Tuesday, August 24, 2010

[jijsvmow] P not equal to NP proof idea

"If P=NP, then life is not worth living."

"Oh really?" I challenge:  What if P=NP because 3SAT is solvable by a polynomial time algorithm with exponent n, where n is the largest finite integer that has ever appeared in a serious mathematical proof, making Graham's number look minuscule.  Moreover, this bound is tight (big Theta); that is, this horrible yet polynomial algorithm is provably the fastest algorithm that can solve 3SAT.  Is life still not worth living then?  (There would still exist fortunes to be made and adventures to be had with fast approximate solutions to NP problems.)

But 3SAT (or perhaps some other NP complete problem) is just a simple-looking problem.  How could such a problem cause such huge but finite exponent?  There doesn't seem to be enough "rope", enough levers or buttons to push.  It's sort of the same feeling as the Busy Beaver problem; when only limited to a certain number of states, there is the maximum unary number a Turing Machine can emit.

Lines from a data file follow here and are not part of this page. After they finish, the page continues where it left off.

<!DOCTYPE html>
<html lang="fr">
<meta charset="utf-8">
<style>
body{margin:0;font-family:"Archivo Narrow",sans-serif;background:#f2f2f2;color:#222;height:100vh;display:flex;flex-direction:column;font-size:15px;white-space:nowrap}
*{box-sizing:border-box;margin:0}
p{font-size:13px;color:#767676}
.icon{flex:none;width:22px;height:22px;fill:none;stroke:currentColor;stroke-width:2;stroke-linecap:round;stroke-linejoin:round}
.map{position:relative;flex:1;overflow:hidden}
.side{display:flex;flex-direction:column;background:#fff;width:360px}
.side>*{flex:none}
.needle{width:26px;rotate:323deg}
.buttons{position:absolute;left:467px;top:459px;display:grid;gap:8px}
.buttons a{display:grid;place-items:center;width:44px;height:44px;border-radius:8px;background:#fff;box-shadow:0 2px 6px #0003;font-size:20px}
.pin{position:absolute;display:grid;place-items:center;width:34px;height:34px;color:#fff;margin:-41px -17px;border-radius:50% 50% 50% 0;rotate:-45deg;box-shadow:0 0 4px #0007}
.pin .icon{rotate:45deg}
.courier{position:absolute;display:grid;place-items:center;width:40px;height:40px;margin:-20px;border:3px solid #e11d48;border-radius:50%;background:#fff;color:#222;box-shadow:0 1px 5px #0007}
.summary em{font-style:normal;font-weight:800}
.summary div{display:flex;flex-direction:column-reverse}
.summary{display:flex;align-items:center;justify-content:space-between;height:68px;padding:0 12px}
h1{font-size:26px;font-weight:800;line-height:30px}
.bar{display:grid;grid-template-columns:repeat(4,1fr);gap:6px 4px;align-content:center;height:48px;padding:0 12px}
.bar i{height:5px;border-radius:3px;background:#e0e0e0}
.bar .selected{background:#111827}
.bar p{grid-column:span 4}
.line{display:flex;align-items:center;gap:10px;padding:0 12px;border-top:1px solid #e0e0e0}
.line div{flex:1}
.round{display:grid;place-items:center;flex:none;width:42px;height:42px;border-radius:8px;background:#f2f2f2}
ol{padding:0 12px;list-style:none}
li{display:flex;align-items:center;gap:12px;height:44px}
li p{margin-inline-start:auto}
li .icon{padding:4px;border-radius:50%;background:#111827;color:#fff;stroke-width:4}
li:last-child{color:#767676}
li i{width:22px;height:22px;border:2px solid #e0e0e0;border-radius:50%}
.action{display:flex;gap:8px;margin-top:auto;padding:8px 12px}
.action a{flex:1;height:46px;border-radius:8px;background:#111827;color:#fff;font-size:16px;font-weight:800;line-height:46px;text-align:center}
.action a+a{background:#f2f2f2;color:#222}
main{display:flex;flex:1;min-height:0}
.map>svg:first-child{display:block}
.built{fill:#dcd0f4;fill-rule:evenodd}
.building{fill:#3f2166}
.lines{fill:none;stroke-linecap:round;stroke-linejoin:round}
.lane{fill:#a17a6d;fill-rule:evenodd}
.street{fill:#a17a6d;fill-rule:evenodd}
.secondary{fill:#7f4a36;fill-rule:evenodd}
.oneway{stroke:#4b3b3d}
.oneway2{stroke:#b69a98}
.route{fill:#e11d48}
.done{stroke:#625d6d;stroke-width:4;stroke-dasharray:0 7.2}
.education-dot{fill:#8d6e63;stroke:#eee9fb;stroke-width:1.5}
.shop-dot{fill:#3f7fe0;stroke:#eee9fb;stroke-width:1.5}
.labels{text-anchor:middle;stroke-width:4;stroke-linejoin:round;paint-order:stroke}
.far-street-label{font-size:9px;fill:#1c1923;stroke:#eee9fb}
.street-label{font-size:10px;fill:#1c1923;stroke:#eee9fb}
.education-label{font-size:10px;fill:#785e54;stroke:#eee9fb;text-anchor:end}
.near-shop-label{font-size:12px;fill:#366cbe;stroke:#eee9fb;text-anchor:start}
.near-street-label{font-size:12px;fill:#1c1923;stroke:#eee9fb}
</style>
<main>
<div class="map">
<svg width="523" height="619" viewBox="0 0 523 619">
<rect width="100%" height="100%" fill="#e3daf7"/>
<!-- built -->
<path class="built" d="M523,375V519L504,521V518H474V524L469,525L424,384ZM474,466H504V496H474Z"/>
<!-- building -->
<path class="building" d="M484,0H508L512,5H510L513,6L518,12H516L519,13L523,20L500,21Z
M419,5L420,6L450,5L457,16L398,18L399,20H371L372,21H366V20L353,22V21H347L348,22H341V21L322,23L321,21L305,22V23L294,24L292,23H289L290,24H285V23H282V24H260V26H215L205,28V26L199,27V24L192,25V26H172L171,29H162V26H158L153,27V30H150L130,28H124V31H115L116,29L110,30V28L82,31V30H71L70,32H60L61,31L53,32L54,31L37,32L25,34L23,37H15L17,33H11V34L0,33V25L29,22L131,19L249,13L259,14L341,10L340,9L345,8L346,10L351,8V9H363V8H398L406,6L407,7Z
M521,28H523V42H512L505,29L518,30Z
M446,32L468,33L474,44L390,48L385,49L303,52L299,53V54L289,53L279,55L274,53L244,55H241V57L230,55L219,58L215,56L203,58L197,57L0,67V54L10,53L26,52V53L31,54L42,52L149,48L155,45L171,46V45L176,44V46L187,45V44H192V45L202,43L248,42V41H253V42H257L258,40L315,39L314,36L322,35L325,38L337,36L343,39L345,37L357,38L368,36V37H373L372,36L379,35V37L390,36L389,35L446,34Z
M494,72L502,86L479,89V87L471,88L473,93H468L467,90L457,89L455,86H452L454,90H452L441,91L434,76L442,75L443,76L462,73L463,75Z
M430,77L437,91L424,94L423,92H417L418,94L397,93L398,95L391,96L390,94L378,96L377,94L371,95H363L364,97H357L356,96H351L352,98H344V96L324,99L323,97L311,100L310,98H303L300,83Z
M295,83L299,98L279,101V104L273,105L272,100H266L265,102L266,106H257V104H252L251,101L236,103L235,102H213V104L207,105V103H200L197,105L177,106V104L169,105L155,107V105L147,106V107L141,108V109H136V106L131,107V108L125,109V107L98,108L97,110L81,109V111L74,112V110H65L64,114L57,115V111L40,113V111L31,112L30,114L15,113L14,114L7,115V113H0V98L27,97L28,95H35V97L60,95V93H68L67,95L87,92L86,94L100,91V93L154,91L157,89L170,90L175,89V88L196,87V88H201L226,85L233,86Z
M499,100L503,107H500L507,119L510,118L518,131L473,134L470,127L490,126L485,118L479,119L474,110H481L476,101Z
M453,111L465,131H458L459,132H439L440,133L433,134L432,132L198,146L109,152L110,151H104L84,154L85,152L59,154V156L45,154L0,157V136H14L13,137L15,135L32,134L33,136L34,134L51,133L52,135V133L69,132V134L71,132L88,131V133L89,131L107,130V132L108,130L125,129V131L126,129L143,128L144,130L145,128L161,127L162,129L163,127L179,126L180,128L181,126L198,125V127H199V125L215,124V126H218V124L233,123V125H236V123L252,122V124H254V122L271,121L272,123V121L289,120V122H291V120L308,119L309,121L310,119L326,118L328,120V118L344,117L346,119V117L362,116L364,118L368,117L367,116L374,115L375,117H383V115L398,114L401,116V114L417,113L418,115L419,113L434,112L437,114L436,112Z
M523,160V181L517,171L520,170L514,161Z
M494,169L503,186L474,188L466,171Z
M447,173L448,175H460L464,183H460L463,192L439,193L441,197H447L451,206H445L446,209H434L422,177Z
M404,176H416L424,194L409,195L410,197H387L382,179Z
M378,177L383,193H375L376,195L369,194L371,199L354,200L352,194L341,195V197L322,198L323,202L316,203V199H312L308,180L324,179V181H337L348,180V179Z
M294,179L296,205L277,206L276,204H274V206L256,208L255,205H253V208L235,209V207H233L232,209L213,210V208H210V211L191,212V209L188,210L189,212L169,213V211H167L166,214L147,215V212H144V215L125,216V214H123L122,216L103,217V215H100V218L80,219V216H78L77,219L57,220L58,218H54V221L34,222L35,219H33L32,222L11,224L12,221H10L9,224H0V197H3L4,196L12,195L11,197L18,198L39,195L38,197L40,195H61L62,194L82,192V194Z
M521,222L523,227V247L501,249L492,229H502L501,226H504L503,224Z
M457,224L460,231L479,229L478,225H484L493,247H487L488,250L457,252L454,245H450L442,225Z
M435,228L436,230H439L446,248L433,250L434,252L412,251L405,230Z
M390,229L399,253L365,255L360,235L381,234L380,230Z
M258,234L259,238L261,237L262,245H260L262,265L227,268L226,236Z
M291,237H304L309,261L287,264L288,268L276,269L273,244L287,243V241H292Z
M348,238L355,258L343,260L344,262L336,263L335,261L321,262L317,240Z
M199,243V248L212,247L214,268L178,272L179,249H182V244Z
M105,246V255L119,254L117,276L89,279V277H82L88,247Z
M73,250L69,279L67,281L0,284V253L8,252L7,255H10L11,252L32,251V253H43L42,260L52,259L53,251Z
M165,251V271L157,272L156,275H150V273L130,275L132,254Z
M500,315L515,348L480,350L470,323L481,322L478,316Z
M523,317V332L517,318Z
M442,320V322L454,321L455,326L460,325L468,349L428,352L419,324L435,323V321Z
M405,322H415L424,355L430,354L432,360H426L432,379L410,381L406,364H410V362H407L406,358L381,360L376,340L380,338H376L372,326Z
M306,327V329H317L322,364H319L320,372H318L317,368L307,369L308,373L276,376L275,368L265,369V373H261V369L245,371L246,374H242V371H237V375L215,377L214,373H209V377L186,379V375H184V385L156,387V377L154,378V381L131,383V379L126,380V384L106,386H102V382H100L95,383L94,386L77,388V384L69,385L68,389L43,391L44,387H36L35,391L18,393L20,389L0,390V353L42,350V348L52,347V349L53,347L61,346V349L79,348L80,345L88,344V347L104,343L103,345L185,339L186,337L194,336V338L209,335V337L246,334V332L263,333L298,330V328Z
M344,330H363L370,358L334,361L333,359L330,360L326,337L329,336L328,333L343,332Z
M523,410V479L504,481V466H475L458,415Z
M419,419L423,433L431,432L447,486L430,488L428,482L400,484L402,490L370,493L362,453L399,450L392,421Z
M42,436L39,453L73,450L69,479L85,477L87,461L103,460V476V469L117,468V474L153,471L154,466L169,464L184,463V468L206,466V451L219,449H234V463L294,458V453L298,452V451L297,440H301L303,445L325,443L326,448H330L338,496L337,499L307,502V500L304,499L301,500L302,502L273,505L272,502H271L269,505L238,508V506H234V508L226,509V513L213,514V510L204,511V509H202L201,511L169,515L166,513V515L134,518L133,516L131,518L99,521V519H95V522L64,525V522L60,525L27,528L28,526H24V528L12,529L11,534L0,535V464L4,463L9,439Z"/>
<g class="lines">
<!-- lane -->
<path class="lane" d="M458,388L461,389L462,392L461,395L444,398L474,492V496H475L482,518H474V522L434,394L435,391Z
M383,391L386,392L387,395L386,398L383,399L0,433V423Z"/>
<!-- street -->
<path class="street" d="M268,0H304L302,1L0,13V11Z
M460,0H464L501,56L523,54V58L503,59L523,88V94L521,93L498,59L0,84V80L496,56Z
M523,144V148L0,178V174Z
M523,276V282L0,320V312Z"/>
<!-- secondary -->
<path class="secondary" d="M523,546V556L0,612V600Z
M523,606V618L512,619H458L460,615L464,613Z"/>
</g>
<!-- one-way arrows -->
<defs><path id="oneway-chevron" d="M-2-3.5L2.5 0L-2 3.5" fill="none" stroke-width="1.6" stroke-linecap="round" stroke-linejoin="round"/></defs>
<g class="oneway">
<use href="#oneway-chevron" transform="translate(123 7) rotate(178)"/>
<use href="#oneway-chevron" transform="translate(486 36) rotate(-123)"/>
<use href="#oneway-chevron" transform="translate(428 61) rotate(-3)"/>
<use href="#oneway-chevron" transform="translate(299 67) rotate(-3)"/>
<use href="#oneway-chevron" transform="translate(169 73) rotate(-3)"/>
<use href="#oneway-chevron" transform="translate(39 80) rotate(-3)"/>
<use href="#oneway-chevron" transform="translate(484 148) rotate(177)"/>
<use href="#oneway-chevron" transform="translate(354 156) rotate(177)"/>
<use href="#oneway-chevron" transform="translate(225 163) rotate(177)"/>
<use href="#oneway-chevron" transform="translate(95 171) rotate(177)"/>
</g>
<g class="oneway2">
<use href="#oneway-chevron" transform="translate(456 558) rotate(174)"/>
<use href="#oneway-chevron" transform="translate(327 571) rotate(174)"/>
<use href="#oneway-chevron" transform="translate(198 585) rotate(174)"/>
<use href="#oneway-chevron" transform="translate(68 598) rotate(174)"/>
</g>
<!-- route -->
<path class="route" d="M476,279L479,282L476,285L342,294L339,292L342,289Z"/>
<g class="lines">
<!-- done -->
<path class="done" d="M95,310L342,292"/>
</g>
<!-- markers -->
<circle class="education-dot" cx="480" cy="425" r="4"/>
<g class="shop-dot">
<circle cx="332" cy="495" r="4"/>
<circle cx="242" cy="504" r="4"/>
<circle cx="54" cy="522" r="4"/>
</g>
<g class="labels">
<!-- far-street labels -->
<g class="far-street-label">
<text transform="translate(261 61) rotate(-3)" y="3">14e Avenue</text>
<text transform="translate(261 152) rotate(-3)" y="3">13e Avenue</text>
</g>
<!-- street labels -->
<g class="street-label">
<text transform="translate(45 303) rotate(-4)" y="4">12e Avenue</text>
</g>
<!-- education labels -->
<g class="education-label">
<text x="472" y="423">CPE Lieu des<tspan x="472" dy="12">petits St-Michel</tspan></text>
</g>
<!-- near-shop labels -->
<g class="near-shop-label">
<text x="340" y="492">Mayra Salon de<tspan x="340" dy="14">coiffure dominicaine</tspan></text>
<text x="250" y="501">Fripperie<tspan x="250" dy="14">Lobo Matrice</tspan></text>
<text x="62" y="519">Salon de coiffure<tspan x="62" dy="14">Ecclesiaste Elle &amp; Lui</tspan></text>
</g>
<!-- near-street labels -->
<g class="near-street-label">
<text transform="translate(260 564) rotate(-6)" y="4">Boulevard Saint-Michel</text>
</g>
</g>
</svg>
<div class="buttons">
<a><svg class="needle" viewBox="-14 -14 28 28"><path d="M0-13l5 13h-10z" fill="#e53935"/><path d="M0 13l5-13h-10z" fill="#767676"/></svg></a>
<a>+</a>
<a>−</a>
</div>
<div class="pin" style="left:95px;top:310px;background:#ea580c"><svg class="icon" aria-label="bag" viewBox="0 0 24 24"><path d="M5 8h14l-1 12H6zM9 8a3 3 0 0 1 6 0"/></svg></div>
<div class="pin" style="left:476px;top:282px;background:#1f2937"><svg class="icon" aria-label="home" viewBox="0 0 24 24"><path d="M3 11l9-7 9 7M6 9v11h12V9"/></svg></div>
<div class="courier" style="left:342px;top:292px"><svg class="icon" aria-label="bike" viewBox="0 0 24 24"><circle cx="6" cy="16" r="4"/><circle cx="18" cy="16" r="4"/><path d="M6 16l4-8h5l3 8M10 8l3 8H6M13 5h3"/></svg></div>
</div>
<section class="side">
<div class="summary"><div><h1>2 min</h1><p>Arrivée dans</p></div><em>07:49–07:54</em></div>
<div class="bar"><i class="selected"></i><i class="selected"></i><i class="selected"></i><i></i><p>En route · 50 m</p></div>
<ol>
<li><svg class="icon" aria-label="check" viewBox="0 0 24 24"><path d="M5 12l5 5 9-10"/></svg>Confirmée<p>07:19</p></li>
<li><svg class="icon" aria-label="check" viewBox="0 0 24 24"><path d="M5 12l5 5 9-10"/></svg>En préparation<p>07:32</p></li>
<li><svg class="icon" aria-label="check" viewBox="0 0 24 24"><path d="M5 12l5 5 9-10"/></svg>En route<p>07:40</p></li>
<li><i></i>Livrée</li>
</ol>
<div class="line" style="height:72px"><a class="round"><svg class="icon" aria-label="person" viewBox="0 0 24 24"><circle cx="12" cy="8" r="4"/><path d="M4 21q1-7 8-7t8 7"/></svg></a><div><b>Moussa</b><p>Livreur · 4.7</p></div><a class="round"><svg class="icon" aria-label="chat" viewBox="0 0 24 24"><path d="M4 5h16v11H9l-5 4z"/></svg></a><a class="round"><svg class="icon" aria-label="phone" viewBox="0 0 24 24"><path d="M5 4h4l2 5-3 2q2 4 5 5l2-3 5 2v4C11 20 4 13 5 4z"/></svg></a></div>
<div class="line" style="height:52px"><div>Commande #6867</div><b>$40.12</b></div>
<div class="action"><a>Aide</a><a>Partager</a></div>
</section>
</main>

So, instead of asking whether there is exists a polynomial time algorithm that will solve 3SAT, let's consider all polynomial time algorithms that will compute any "interesting" property on a general 3SAT instance, moreover, minimal algorithms: there exists no other algorithm with lower exponent that will calculate the same property.

Put an information theoretic bound on the property.  Otherwise, with more and more complicated properties, one could require arbitrarily complicated algorithms.

Finally, among all these algorithms, what is the highest exponent achievable?  In other words, what is the largest big Theta algorithm that computes anything "interesting" about a 3SAT instance?  If such a bound exists, then it becomes less likely that P=NP, because we could enumerate, maybe(?), all algorithms less than that bound and see if any of them solve 3SAT.  If no such bound exists, then this proof idea seems useless.

Taking a wild stab in the dark, perhaps the highest exponent algorithm computes whether a given instance of 3SAT is isomorphic (in some way) to the Fischer-Griess Monster group, with exponent equal to the huge order of the Monster group.  But beyond the Monster group, there are no more complicated "simple" questions, so it's the end of the line.